Throughout the past year, we have been testing many new programs that can serve as prototypes for reaching critically important mass audiences.

One such initiative took the form of a series of mini-documentaries of Muslim Americans describing their freedom here, their ability to practice their faith, and their integration into the life of America. These stories were told through paid media programs on television and radio and in newspapers, and augmented by traveling speaker programs, a booklet on “Muslim Life in America,” and an innovative, interactive Web site, www.opendialogue.org, designed to foster open-ended discussion and dialogue on shared values between Americans and people in Muslim-majority countries.

An estimated 288 million people were exposed to these messages through pan-Arab satellite television and newspapers, as well as through the national media of Indonesia, Pakistan, and Kuwait during the holy month of Ramadan.

We took Indonesia as a case study, tested the levels of recall and message retention, and found them to be significantly higher than, for instance, those of a typical soft-drink campaign run at higher spending levels for more months.

This kind of exceptional result means that the messages not only were relevant, but were also very interesting. In random taped interviews, people on the street made it clear that these messages literally opened minds and challenged the carefully taught fiction that the Muslim population of America is harshly treated, illustrating instead that religious tolerance is fundamental in the US.

The follow-up—the continuing dialogue—is even more important.
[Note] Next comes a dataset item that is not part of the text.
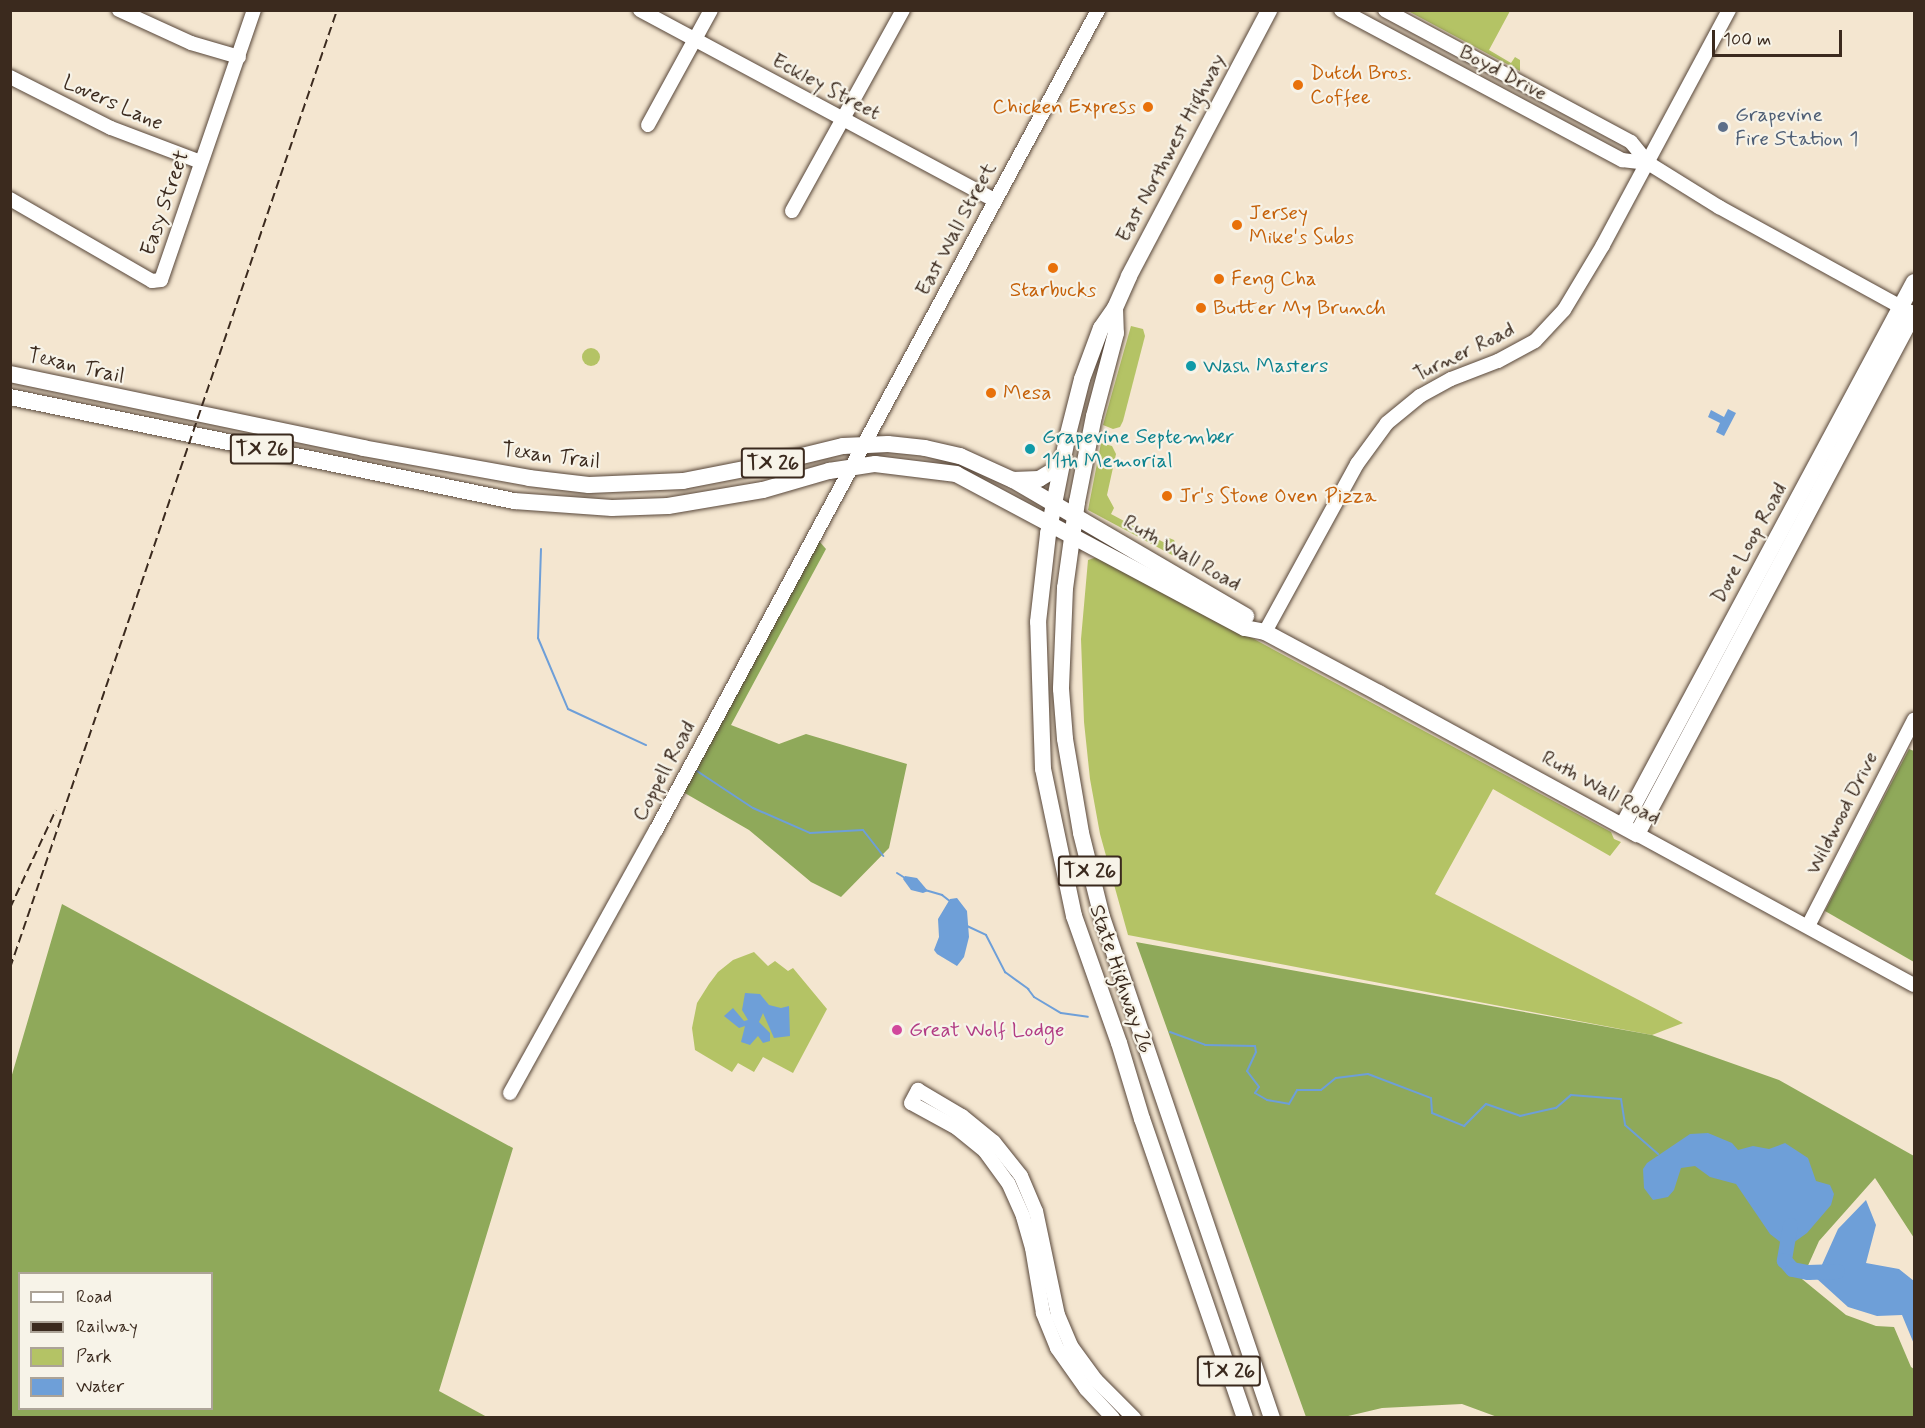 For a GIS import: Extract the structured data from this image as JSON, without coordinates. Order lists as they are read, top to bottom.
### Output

Indonesia’s largest television channel taped a one-hour Town Hall meeting between Americans and Indonesians—people-to-people—which aired on March 17, 2003, reaching more than 130 million people.

Shared Futures

One interesting lesson of the Shared Values Initiative is our discovery of the disconnect between leadership elites and ordinary people. The elites are often not aware of the depth of misperception and myth that exist in their countries.

Another more obvious lesson is the importance of television as the dominant medium in today’s information environment. Building on this lesson in Egypt, for example, we invited an Egyptian television group to film the story of several USAID projects, highlighting the cleaner water, the improved education, and the micro-loans that resulted. The television coverage, readily available to a mass audience, confirmed the commitment of the American people to improving the quality of life around the globe.  But we need to disseminate these stories much more artfully to much broader audiences.

Building upon the Shared Values initiative, and aimed initially at the Muslim Near East, we are initiating a new program called Shared Futures, which will bring sustained attention to economic and political and educational reform through media campaigns, television and media co-ops, and other creative programming—in partnership with local institutions wherever possible.

The lessons of public diplomacy have come fast and hard this year. We learned the importance of good collaboration as a magnifier. We learned that our public diplomacy officers need and want training in modern marketing and outreach to reach large audiences.  And we now know that, by forming a strong partnership with USAID and non-governmental organizations, we are better able to tell the real story of the generosity of the American people.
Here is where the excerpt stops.